Canada is a nation of immigrants, which is a widely-used phrase amongst activists, politicians, and artists to celebrate the rich and proud history of immigration in Canada [1]. Unfortunately, the history of immigration in Canada is distant from the proud beliefs of diversity, and in truth, it shows evidence of preserving the ‘whiteness’ of the nation [2].


History of Racialization in Canada

From the late nineteenth to the early twentieth century, the nation required enormous amounts of labor for essential national infrastructure development such as the Canadian Pacific Railway. With an insufficient supply of domestic labor, the Canadian government accomplished the national goals by employing cheap (alternative) overseas labor, particularly from Third World peoples [3]. In this regard, however, the problem arose with the national perception; it had to contend with the conflicting interests of preserving the ‘whiteness’ of the nation while simultaneously ensuring an adequate supply of labor [4].

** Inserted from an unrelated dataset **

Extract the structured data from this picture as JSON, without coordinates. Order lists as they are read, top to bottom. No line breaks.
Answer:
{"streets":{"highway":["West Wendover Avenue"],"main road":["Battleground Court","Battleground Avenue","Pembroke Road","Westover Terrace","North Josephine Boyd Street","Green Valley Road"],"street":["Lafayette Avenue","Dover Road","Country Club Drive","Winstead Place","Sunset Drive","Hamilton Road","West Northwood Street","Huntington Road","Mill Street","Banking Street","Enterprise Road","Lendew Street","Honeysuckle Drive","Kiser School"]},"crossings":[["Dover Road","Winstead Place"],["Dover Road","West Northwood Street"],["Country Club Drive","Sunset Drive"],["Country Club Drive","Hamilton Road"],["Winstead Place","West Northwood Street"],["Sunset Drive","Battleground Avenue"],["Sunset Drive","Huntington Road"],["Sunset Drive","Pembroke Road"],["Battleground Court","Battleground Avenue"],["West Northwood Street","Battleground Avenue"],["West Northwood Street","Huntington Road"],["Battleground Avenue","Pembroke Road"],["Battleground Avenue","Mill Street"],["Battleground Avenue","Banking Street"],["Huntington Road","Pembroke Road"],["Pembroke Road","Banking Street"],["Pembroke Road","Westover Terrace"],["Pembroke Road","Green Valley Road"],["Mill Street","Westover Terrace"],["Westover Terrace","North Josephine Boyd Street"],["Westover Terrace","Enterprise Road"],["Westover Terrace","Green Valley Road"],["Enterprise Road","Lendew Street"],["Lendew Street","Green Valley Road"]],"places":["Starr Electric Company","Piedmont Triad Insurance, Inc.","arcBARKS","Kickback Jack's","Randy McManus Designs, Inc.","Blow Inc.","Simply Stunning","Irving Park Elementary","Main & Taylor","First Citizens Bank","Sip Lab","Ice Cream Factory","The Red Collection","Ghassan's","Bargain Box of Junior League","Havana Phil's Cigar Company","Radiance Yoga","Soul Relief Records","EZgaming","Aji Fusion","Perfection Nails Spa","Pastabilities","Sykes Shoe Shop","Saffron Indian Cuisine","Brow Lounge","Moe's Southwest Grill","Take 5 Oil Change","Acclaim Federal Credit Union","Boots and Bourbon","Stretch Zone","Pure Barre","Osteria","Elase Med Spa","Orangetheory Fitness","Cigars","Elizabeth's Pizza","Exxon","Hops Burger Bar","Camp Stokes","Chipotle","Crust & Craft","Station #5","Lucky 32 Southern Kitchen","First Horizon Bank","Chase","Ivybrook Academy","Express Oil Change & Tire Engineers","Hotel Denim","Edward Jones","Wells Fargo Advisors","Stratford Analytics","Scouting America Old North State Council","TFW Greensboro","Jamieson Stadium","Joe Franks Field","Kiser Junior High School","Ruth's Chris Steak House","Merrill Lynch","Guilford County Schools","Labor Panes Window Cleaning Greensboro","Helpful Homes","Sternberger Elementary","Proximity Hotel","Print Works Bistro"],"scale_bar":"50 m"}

Specifically, Thobani demonstrates an intuitive and critical interpretation on Canadian whiteness by stating: Overtly distinguishing between immigrants of ‘preferred races’ (initially British and French and, later other European nationalities) and ‘non-preferred races’ (from Asia, the Caribbean and Africa), immigrant policies worked to racialize the nation and limit access to citizenship until the 1960s and 1970s. Even as the Head Tax, the Exclusion Act, the Continuous Passage requirement and the 1910 Immigration Act all sought to tightly restrict immigration of Third World peoples for permanent settlement, European immigrants were actively and aggressively recruited to replenish the nation. Keeping the women out was thought to be an incentive to persuade the men to go back, once their labor was no longer necessary, as well as advisable for preventing the nation from being ‘polluted’ by a ‘non-preferred race’ of women and their children. This racialized and gendered immigration enabled the British and French to be defined as the two founding ‘races’ of Canada [5].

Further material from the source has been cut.